With Dreamworks steadily improving their output, and leaving behind their old, Shrek 3 ways, there was an empty space in the animation world; a black hole ready to be filled by someone else making slightly empty comedies about talking animals following one note plots. Enter Sony Animation, the studio responsible for Rio and Open Season. Like Dreamworks of old, they’ve had a couple of excellent films (Surf’s Up and Cloudy With A Chance of Meatballs), and have had a fruitful partnership with Aardman (Arthur Christmas and Pirates!). However, also like Dreamworks of old, they have a propensity towards shallow storytelling, annoying characters and end of film musical numbers. So their latest, Hotel Transylvania, about a human-free retreat for famous literary and cinematic monsters, shows a lot of promise but ultimately feels a little rote, and is seriously lacking in the screenplay department.

That is, perhaps, slightly unfair. Genndy Tartakovsky‘s homage to horror characters has lots to enjoy, and it’s unlikely to bore you over the course of its run time (how children will react could be entirely different though). Tartakovsky crams the frame with visual jokes, and horror fans are in for a treat with the massive amount of references to genre classics that permeate the film. The writing is at its strongest when riffing on the tropes and clichés of horror that even the uninitiated are familiar with: the issue of Dracula’s aversion to stakes through the heart is addressed pithily; the Invisible Man gets insecure about his appearance.

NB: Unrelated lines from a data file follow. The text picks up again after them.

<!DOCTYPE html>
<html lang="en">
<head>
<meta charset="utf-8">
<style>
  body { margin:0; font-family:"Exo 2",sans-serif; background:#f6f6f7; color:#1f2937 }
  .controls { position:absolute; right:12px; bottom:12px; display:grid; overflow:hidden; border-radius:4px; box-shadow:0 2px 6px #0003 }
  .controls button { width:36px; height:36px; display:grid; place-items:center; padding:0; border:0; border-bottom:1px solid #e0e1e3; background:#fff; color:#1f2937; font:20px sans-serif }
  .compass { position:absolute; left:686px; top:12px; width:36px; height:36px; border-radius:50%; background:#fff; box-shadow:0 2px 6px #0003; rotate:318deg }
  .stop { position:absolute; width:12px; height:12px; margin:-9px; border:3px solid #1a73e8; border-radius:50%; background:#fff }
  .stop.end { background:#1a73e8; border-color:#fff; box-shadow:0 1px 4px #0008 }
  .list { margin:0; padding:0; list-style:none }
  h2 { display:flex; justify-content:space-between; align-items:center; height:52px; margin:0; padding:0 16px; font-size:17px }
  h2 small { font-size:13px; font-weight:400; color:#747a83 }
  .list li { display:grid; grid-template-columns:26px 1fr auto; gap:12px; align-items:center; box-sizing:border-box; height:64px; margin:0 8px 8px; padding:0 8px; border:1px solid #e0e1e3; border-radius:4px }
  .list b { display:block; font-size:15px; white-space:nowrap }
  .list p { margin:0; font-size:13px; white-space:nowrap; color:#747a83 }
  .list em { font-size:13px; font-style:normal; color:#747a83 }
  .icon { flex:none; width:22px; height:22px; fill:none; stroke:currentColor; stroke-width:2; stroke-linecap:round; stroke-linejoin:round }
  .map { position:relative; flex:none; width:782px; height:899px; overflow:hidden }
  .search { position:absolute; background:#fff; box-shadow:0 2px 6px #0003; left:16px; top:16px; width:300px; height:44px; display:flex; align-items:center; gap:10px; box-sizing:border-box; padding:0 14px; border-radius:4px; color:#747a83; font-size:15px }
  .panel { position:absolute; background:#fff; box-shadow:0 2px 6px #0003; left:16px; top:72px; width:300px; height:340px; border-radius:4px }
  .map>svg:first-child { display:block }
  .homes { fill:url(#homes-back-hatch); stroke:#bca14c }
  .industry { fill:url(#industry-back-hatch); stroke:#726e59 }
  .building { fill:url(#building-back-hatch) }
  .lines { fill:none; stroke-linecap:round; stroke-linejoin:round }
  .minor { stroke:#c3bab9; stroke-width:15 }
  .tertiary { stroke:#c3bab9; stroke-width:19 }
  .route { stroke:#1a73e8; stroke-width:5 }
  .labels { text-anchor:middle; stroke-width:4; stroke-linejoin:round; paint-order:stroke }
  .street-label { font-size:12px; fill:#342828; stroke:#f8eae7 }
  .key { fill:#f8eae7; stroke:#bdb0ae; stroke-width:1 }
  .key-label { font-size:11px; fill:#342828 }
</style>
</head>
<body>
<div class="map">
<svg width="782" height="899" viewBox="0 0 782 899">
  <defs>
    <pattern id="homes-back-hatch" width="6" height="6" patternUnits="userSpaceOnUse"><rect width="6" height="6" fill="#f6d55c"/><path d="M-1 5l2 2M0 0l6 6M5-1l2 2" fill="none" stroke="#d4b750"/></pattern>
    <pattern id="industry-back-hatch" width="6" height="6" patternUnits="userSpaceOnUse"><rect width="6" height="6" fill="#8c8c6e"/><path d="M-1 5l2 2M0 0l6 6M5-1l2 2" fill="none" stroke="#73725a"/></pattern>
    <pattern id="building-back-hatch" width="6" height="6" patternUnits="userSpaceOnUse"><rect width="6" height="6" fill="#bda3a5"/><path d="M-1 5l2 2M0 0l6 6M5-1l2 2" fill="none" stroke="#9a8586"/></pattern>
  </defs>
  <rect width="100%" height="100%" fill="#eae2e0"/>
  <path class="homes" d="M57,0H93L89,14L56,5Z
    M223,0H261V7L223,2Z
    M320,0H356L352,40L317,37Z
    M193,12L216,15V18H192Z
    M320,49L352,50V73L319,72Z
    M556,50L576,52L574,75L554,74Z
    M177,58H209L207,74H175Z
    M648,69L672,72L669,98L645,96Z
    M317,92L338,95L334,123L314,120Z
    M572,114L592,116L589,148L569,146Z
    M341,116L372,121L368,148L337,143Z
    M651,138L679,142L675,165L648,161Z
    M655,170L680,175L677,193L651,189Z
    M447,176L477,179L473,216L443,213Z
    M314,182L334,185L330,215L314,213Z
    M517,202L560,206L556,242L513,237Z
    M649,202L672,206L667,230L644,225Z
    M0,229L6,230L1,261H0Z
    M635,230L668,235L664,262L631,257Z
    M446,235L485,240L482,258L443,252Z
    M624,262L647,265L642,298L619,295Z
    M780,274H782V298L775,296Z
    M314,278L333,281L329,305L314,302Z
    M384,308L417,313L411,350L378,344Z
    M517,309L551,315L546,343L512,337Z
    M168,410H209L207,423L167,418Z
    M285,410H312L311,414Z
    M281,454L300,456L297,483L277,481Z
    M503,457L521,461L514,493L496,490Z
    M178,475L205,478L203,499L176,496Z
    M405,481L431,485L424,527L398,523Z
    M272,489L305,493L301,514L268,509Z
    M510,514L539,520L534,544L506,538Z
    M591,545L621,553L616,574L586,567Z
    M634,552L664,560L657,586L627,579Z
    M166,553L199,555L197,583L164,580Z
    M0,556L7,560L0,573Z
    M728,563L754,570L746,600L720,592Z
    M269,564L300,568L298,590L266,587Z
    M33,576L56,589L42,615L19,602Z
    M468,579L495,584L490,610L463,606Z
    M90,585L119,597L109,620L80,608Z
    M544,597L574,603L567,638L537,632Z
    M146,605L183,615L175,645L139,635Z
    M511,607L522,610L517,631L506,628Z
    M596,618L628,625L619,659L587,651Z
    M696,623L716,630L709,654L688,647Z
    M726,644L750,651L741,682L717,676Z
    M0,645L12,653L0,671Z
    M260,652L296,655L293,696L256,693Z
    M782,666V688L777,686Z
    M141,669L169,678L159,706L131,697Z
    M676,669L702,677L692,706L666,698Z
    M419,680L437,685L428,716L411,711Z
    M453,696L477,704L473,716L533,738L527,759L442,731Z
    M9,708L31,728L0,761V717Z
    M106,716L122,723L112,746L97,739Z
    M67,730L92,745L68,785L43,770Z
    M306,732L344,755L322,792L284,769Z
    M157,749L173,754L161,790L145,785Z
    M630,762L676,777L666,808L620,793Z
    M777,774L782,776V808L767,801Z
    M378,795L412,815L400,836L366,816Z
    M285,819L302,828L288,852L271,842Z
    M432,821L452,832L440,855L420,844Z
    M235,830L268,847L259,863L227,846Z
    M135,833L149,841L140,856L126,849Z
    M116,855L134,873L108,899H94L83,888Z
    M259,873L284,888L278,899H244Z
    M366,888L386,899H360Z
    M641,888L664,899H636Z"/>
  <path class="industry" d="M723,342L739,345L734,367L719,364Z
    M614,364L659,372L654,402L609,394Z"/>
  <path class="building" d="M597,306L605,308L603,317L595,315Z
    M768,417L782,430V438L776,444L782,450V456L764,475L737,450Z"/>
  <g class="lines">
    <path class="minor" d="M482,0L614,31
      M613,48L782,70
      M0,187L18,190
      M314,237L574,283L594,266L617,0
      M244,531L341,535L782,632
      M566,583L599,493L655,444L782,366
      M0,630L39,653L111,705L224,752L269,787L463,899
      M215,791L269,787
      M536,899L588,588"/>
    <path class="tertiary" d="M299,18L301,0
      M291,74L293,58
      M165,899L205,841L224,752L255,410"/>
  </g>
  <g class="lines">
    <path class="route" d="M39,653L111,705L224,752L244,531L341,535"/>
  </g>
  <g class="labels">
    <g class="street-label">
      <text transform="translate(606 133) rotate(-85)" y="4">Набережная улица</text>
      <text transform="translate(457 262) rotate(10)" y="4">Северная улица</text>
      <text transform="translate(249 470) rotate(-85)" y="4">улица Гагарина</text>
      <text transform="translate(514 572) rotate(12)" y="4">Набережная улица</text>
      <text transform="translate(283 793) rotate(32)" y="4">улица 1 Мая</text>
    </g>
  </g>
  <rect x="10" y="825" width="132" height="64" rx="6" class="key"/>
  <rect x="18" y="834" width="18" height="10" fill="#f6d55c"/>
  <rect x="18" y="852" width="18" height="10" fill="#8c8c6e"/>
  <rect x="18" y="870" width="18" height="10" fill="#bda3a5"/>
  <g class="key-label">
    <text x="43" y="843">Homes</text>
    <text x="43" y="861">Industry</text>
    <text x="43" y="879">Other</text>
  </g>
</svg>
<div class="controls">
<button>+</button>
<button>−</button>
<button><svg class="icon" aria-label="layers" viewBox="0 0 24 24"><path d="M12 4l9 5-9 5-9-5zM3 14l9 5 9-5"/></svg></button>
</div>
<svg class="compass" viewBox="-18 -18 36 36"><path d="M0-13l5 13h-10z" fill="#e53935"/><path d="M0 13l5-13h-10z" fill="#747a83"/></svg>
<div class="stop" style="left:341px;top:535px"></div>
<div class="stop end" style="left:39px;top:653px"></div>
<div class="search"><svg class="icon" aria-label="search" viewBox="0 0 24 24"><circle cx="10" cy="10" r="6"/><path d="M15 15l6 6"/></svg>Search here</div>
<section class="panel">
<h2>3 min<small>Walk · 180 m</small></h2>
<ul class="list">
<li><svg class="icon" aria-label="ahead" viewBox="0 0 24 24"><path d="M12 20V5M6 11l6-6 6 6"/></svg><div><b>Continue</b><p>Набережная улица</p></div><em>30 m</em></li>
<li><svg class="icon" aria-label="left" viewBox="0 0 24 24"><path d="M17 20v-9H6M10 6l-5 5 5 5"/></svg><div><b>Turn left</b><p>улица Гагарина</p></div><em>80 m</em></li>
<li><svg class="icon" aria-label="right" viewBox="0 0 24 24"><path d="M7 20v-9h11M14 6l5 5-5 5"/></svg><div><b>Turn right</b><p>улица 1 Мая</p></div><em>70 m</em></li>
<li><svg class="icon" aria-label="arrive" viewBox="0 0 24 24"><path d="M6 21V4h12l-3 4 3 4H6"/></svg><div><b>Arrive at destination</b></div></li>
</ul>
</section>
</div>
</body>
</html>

But aside from these few wry observations and one or two big laughs, it all feels rather uninspired. The jokes are mostly visual, and many are confined to mere background details. The characters are somewhat one-note, with only the central trio of Dracula, his daughter and Johnny, a human back-packer, getting anything that resembles an interesting personality. And as the meat of the story is a rather tired plot about an over-protective father, these three fail to do enough to leave a lasting impact.

Another issue is the voice casting, which is a cross between the cast of Grown Ups and the Disney channel, with Ceelo Green thrown in for good measure. The strongest performance comes from Steve Buscemi, whose nasal drawl is a perfect fit for a world-weary werewolf. The rest of the cast are forgettable, but Adam Sandler is worse than that, as he seriously struggles to maintain an accent that Steve Carrell did better in Despicable Me. He fails to bring Dracula to life, a problem which is even more frustrating and baffling given how iconic the character is. Such a bland cast undoubtedly contributes to the rather flat tone of the film.

Perhaps the biggest letdown, for a film by the man behind the inventive, aesthetically unique Star Wars spin-off The Clone Wars, is that the animation fails to be especially interesting or engaging. The characters are the strongest visual aspect, Tartakovsky giving them his signature angular look, but the world they inhabit feels too polished and flat to have any effect. The castle doesn’t carry any sense of grandeur, the rooms don’t breathe with history as they should; it’s cutting edge animation but the execution is lifeless. Which, in a film about a hotel full of famous monsters, is very disappointing indeed.

So while Hotel Transylvania is a fun, sporadically amusing film, it is seriously hampered by a poor cast, edgeless characters and uninspired animation. The result, aptly for a film about vampires, is sadly bloodless.